I’ve not written for several days because, basically, I couldn’t be bothered. It seems unusual, now that I think about it. Writing is a natural form of expression for me. Others share things conversationally, or post their snippets of thought to social media, or just bury it deep inside them. I write. It just happens generally, without a second thought. I guess there will be times when you need a break from that, and that’s my excuse for the last few days. I still don’t feel enthused. I’m writing now more or less to allay any fears that I might have fallen off the roof, or been pinned by a plummeting piano. I’m here still, alive and kicking.
Now that I’m here what do I write about? I suppose I could fill in the blanks, but that seems awfully boring even for me. I could fire up and rant about some new political outrage – God knows there’s plenty I could complain about. It’s wearying though, and depressing more often than not, and in my more pessimistic moments, seemingly futile. I guess I’m jaded, but then, who isn’t?
What’s left? I could rabbit on about some neutral subject I suppose, like how I’ve recently rediscovered Simon and Garfunkel after about 20 years of neglect, but hell, can’t even be really fagged doing that either.
What remains is this, writing about writing. It may seem self-indulgent navel gazing, but for me at least it’s interesting occasionally to step back and consider the actual process I normally take to without any thought.
It’s rare that I think about my audience when I write. I just move to it naturally, an integral part of my life. While sometimes I write to make a record of something, mostly my writing is the output of what is in my mind, the things I ponder, and am occasionally roused by. They’re stories extruded from me by an entirely natural process.

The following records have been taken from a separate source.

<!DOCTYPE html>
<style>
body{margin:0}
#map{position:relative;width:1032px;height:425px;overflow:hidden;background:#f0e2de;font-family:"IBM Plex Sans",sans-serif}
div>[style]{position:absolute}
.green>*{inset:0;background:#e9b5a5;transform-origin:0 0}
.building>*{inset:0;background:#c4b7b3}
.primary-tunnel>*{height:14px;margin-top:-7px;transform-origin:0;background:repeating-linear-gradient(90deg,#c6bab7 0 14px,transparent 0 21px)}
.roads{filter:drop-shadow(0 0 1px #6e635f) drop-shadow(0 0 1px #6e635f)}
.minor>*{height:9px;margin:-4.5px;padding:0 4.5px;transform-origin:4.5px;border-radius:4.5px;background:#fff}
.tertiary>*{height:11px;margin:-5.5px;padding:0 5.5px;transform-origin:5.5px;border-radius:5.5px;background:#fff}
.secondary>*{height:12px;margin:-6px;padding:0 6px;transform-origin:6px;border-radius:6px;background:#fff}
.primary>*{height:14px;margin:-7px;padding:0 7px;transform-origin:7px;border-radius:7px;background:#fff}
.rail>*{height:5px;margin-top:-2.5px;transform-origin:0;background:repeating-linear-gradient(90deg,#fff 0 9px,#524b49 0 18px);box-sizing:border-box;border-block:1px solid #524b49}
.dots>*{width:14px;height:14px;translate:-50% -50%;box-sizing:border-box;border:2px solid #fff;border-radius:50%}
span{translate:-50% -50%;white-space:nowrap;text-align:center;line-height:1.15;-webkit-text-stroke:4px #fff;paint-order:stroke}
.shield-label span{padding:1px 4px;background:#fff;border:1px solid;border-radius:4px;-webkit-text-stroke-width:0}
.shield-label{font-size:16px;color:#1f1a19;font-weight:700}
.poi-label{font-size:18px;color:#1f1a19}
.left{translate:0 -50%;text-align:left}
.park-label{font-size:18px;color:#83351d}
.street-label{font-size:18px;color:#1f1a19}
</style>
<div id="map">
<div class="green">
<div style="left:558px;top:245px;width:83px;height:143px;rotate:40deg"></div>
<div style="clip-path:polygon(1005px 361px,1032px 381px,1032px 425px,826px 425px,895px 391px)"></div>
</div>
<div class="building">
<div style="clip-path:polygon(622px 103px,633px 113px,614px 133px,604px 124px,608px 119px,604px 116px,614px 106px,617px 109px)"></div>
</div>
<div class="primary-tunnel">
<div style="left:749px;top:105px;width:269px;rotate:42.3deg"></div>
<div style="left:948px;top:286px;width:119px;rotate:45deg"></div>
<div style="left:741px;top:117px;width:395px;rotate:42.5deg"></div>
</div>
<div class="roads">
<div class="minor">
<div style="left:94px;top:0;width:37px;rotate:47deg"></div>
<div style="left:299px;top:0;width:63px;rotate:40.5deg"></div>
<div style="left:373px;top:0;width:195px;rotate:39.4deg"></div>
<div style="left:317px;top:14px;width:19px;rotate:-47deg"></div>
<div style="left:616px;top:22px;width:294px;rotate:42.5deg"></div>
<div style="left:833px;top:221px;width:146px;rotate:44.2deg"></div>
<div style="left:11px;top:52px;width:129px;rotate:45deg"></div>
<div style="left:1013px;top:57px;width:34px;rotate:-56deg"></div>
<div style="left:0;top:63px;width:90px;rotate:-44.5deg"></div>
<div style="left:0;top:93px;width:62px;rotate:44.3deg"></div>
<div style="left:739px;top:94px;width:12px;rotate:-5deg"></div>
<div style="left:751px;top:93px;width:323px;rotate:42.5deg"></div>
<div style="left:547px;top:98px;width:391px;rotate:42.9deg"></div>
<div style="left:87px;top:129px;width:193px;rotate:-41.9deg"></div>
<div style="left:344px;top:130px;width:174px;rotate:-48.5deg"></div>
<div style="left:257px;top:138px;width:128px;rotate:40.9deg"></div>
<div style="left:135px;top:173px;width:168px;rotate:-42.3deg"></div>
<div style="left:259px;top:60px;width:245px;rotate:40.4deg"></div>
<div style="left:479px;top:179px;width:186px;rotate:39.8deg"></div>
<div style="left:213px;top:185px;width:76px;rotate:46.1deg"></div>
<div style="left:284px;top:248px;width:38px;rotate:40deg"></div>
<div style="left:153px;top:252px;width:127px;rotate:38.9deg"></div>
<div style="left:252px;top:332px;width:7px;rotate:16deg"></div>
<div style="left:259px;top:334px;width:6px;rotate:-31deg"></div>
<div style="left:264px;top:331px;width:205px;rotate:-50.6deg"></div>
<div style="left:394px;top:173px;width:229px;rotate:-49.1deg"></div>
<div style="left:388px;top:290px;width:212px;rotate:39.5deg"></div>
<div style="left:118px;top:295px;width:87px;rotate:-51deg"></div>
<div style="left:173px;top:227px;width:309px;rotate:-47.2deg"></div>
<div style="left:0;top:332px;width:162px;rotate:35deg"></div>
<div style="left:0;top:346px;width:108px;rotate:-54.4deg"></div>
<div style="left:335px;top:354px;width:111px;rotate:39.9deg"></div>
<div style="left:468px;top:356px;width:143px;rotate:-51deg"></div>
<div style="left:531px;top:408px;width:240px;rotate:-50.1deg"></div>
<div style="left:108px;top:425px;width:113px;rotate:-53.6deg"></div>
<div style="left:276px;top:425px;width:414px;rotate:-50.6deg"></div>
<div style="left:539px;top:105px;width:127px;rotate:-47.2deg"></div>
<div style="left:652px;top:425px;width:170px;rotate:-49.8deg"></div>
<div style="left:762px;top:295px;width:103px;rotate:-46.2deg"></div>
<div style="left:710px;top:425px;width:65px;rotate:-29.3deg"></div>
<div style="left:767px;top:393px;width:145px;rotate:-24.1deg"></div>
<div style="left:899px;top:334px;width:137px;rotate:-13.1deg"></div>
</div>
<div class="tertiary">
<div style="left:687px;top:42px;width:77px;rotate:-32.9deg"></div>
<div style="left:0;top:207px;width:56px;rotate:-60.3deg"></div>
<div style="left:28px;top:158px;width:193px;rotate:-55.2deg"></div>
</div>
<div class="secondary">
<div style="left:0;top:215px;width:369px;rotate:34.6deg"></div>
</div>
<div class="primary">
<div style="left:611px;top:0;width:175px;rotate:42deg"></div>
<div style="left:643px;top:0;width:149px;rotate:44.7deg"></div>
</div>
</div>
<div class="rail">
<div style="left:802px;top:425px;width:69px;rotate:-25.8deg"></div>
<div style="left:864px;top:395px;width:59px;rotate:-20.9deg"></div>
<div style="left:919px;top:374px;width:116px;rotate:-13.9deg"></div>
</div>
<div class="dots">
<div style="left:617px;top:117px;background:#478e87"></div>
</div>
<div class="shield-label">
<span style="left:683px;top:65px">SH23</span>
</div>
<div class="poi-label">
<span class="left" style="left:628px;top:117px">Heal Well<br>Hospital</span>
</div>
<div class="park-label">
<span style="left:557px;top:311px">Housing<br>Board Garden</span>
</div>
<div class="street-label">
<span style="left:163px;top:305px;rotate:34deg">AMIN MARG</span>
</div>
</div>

‘Conscious’ writing like this is the exception. In general conscious writing is much more difficult because you’re writing to a defined end, and more so, because you’re aware of it. Awareness makes the job of writing much more difficult. It’s the difference between performing an action reflexively, and doing it mindfully. It’s less smooth, and seemingly unnatural.
Whilst I’m conscious of writing this my care factor is very low, and so it flows pretty easily from me. Ask me to write an essay say, or a story, and I’m conscious of the effort involved, and the stakes attached to it. You’ve got to work then to make it flow.
I think this explains why I’ve taken a break from it these last few days. The honey has hardened. It doesn’t flow, and as it doesn’t flow it doesn’t present itself to me. There feels no necessity to write because there is no flow. I’ve got to make it so, just as I am today. Tomorrow will be different, I’m sure.